## LINQ – IQueryable, Mathematical Methods, and .Take (Top N)

Last Friday, I discussed some of the transformation methods like Distinct, GroupBy, and Counting using LINQ. Today, let’s take a quick look at four of the mathematical functions that are pretty common when querying: Sum, Average, Min, and Max. We’ll also do a bit of logic processing using Contains.

In our example dataset, we have an Employees table with Name, Email, and most importantly for this example, Salary. Salary is a Nullable double. For those not familiar with the ORM of LINQ-to-SQL, a nullable type is used for any column/type that has the “Can be null” attribute within the database.

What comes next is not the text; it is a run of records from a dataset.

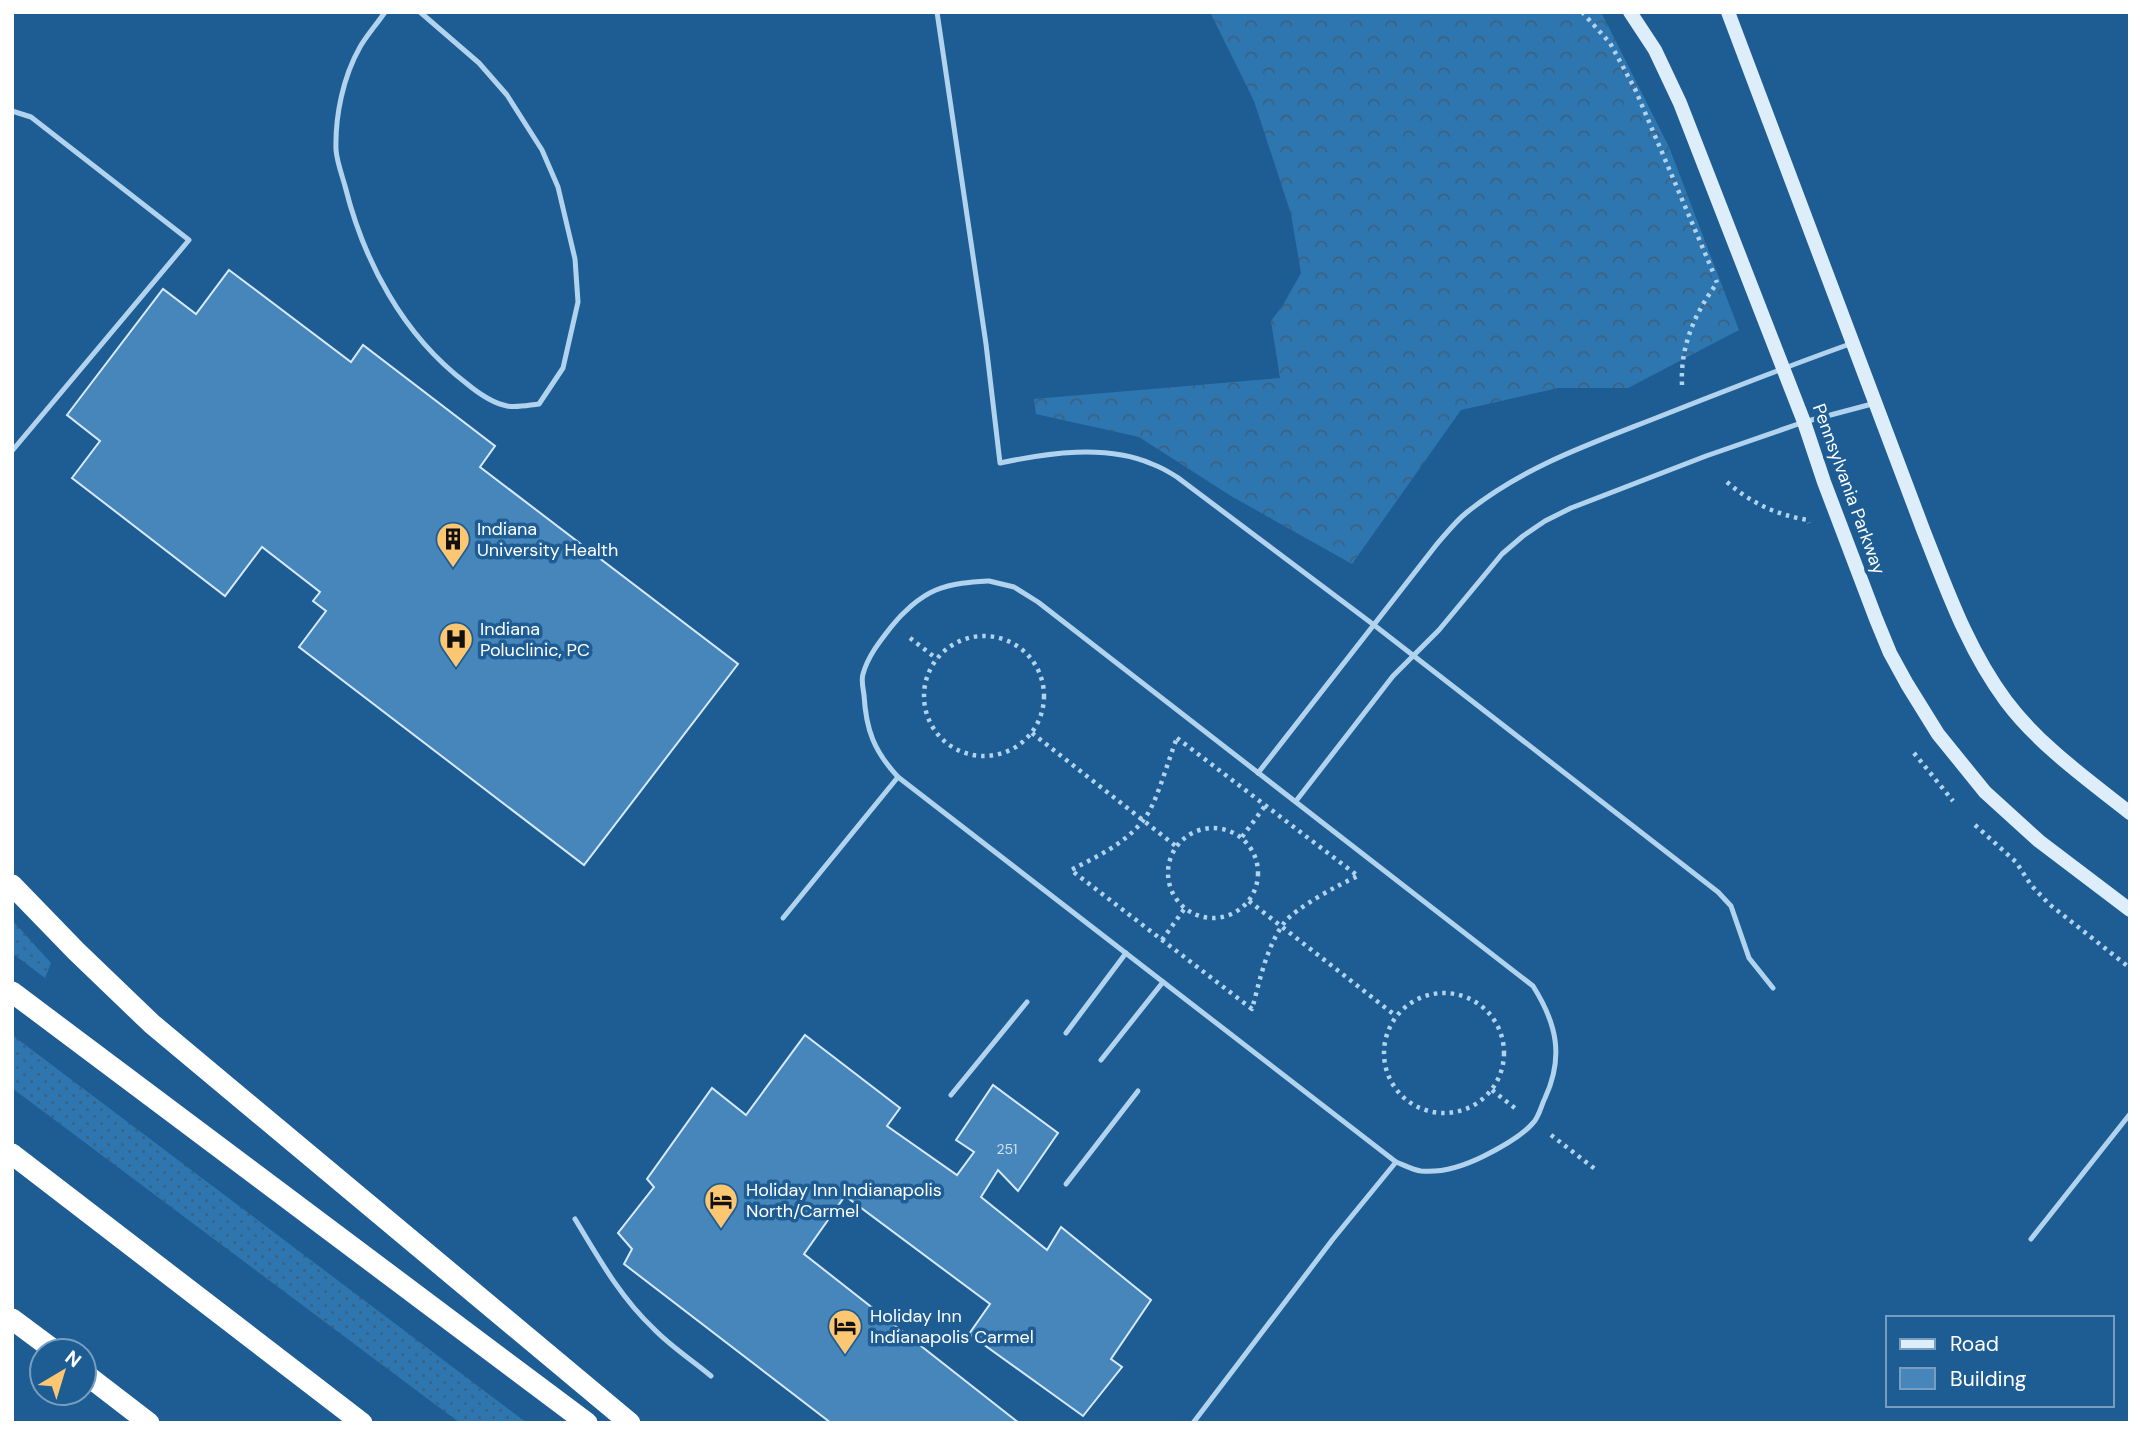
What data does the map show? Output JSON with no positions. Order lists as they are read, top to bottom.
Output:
{
  "streets": {
    "main road": ["Pennsylvania Parkway"]
  },
  "places": {
    "building": ["Indiana University Health"],
    "hospital": ["Indiana Poluclinic, PC"],
    "hotel": ["Holiday Inn Indianapolis North/Carmel", "Holiday Inn Indianapolis Carmel"]
  },
  "house_numbers": ["251"],
  "legend": ["Road", "Building"],
  "north": "top right"
}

It can be overridden in the .designer.cs file or using the GUI, if necessary, though I’d recommend just changing the data source if possible (ala: thinking ahead and not doing this months down the road with pre-existing data).

EmployeesDataContext db = new EmployeesDataContext();

First things first, we open up a data context connection.

Now, at this point, we could query Sum the salary information with the following code:

Console.WriteLine(“Sum of Salaries : {0}”,

db.Employees.Select(i => i.Salary).Sum());

However, if we plan to use that salary information (query) again, we have to keep repeating the Select statement—a DRY (don’t repeat yourself) violation.

We can create an IQueryable object, however, to store our query and apply additional queries on.

**IQueryable**<double?> salary = db.Employees.Select(i => i.Salary);

or, if we’re lazy, we** could** take advantage of the new ‘var’ and use that

var salary = db.Employees.Select(i => i.Salary);

Those are interchangeable. If you hover over the var, it displays that it’s an IQueryable type of Employee. I suppose it’s a coding preference and standardization. Whichever you pick, just stick to it.

__Mathematical Methods__

From here, we can continue our various methods. Each of these return a value based on your reference type. Since we’re using a double? (for precise salary information) that’s what we get back.

For **Sum**:

Console.WriteLine(“Sum of Salaries : {0}”,

salary.Sum());

For **Average**, we can also do a bit of selecting. For example, returning the employees with a salary greater or equal to the average salary.

Console.WriteLine(“Avg of Salaries : {0}”,

salary.Average());

var average = db.Employees.Average(i => i.Salary);

var wellPaidEmployees = db.Employees.Where(i => i.Salary >= average);

For **min** and **max**, quick methods to return the values.

Console.WriteLine(“Min of Salaries : {0}”,

salary.Min());

Console.WriteLine(“Max of Salaries : {0}”,

salary.Max());

Finally, a bit of applied logic using the .**Contains**, which we’re used to from our Generics.

Console.WriteLine(@”Results contain values >= 100000?

If so, how many? : {0} / {1}”,

salary.Contains(new double?(100000)),

salary.Count(i => i >= 100000));

I used a hardcoded Nullable double for the 100000, a constant would work just as well (better, actually).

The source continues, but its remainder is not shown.